Left atrial (LA) abnormality determined from precordial lead V1 was assessed by 2 observers as a criterion of left ventricular (LV) hypertrophy in the presence of right bundle branch block (BBB) in 23 patients. The presence of LV hypertrophy was confirmed from a postmortem cardiac partition technique and defined at 2 levels of confidence: probable and definite hypertrophy. Observers reliably differentiated between the hypertrophied and normal-sized ventricle in the presence of right BBB by using LA abnormality as an electrocardiographic criterion. When defined as definite hypertrophy, observer 1 correctly identified LV hypertrophy in 78% of the cases and observer 2 in 67% of the cases. False-positive results were present in 21% of cases by observer 1 and 14% by observer 2. Comparable results were achieved when a definition of probable hypertrophy was used. Observer performance of recognition of LA abnormality in this study was satisfactory with 91% agreement between observers. Our results are comparable and in some instances superior to conventional criteria commonly recommended to diagnose LV hypertrophy on the electrocardiogram without right BBB.

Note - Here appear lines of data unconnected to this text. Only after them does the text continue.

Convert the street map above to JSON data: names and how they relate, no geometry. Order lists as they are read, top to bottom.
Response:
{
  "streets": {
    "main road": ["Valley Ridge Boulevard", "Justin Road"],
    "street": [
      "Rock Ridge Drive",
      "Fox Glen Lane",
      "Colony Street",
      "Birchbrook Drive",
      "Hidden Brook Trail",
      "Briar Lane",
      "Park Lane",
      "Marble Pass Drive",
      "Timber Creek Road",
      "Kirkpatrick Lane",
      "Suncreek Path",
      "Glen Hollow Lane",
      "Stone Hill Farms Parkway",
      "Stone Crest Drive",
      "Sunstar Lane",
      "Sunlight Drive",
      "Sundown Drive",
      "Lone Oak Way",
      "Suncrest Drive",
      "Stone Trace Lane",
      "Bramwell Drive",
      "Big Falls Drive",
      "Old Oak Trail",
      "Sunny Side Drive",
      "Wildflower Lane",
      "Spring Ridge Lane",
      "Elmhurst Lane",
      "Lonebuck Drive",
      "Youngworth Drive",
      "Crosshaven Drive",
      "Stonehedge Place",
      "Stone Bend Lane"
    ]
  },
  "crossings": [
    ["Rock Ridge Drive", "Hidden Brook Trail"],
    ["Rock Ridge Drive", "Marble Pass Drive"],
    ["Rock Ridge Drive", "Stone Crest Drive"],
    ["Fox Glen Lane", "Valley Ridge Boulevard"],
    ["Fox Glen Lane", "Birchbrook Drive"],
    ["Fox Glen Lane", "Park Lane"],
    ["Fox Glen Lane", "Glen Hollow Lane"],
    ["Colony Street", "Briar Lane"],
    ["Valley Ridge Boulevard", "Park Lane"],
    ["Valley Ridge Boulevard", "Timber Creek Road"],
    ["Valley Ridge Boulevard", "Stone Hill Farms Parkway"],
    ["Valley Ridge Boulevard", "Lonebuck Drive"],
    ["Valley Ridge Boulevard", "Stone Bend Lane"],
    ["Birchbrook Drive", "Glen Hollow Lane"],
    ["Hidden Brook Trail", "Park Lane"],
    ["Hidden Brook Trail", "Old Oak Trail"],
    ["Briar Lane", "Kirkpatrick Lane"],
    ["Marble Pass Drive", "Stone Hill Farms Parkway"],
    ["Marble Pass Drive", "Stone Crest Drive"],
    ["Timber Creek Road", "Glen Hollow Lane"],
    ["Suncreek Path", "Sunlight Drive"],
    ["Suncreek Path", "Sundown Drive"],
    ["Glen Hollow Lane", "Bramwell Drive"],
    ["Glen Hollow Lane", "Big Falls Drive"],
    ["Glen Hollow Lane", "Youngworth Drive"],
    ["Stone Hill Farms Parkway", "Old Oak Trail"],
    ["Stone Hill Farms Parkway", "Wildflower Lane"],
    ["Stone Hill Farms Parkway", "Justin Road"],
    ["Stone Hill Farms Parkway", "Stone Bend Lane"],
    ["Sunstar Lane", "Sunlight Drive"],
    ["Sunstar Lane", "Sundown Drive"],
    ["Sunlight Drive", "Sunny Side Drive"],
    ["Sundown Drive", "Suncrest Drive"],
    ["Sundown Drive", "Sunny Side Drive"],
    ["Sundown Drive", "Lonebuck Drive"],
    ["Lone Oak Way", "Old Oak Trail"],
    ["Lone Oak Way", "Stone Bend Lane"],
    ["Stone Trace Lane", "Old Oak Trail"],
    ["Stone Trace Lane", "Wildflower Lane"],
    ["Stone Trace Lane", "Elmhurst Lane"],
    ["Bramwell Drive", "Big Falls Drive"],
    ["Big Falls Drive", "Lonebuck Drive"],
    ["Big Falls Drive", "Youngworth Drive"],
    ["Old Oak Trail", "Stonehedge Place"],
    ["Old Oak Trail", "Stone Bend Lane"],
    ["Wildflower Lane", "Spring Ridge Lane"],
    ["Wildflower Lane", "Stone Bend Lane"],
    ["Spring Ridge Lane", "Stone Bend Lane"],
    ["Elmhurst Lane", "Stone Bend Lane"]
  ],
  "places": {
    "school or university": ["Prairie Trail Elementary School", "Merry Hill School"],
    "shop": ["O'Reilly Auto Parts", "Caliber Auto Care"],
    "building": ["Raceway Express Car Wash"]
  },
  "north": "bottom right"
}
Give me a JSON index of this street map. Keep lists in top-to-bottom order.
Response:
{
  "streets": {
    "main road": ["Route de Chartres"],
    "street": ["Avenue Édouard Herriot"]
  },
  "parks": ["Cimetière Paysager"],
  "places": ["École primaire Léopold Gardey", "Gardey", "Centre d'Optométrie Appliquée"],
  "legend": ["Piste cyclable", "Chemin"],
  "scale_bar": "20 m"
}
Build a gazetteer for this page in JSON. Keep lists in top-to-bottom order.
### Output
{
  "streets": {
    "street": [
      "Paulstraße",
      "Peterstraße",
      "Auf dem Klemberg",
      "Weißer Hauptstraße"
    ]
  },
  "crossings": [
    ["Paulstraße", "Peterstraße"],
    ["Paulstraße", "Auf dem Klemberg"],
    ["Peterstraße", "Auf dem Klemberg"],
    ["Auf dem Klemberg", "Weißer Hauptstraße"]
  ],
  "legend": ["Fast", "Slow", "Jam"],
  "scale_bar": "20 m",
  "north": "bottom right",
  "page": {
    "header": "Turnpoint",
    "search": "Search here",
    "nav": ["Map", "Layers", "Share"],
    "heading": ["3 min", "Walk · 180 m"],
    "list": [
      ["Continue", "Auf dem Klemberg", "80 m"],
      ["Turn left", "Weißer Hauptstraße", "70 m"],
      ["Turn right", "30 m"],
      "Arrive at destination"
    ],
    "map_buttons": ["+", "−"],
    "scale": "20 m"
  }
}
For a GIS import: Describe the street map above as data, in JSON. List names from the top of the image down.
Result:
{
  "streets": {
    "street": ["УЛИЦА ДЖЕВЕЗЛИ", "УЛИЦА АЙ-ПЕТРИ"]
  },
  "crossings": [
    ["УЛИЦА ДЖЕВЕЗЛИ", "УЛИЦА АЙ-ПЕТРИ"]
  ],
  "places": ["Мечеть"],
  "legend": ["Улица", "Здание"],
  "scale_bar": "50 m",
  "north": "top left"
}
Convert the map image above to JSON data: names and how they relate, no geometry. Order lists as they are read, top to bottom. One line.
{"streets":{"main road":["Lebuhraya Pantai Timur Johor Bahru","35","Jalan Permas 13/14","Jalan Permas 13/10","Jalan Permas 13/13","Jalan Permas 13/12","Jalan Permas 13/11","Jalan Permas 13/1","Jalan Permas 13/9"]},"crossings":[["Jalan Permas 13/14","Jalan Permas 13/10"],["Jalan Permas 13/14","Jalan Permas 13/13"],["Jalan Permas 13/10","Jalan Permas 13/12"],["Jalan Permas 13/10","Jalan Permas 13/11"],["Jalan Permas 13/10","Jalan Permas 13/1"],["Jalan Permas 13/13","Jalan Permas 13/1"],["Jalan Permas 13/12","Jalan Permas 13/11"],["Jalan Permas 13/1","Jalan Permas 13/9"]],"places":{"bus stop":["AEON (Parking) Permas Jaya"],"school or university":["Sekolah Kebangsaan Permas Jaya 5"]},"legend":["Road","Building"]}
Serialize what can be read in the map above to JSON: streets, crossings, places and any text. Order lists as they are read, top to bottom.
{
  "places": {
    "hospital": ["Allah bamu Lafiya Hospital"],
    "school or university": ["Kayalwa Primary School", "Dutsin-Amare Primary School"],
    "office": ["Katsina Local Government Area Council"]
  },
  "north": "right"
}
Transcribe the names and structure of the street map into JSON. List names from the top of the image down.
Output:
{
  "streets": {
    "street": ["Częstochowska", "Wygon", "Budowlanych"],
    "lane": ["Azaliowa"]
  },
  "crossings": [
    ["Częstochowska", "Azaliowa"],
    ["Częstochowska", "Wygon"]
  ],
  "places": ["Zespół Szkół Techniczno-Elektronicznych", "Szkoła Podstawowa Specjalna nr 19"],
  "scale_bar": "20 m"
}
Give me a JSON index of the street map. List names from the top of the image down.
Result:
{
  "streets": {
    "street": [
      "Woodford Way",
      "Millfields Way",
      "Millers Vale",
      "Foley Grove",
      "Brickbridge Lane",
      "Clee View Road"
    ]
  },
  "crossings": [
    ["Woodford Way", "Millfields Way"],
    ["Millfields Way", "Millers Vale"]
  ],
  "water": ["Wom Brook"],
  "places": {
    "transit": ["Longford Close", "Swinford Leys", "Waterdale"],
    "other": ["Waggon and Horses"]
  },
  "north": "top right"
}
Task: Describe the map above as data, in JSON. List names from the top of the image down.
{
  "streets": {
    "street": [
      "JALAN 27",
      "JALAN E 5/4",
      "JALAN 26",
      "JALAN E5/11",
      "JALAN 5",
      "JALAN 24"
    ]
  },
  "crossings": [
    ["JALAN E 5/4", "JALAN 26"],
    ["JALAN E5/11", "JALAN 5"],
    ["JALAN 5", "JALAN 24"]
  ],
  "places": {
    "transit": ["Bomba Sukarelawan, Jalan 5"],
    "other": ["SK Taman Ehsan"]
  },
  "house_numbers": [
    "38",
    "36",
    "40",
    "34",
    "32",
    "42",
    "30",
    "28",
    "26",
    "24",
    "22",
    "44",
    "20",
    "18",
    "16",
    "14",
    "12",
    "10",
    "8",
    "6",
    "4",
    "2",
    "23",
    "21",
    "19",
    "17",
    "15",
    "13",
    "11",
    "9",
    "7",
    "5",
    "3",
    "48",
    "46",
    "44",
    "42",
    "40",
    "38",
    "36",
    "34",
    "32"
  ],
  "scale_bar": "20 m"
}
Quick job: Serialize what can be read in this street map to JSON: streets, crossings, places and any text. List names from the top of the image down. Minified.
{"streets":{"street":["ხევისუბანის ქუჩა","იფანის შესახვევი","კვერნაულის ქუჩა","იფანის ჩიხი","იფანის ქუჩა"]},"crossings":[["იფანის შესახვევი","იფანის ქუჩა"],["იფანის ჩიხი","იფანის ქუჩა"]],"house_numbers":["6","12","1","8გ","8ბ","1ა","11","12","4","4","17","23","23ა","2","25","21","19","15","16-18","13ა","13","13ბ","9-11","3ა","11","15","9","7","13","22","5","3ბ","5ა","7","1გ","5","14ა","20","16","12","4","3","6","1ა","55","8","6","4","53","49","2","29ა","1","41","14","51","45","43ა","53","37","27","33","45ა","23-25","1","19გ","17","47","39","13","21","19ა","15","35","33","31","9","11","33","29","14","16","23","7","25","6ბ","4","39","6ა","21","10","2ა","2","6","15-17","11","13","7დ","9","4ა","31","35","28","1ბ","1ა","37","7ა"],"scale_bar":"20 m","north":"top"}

由心前区导联V1判定的左心房(LA)异常,由两名观察者评估,作为23例存在右束支传导阻滞(BBB)患者左心室(LV)肥厚的一项标准。LV肥厚的存在通过死后心脏分割技术得以证实,并在两个置信水平上定义:可能肥厚和确定肥厚。观察者通过将LA异常作为心电图标准,在存在右束支传导阻滞的情况下,可靠地区分了肥厚心室和正常大小的心室。当定义为确定肥厚时,观察者1在78%的病例中正确识别出LV肥厚,观察者2在67%的病例中正确识别出LV肥厚。观察者1有21%的病例出现假阳性结果,观察者2有14%的病例出现假阳性结果。当使用可能肥厚的定义时,也取得了类似的结果。本研究中观察者对LA异常的识别表现令人满意,观察者之间的一致性为91%。我们的结果具有可比性,在某些情况下优于通常推荐的用于在无右束支传导阻滞时诊断心电图LV肥厚的传统标准。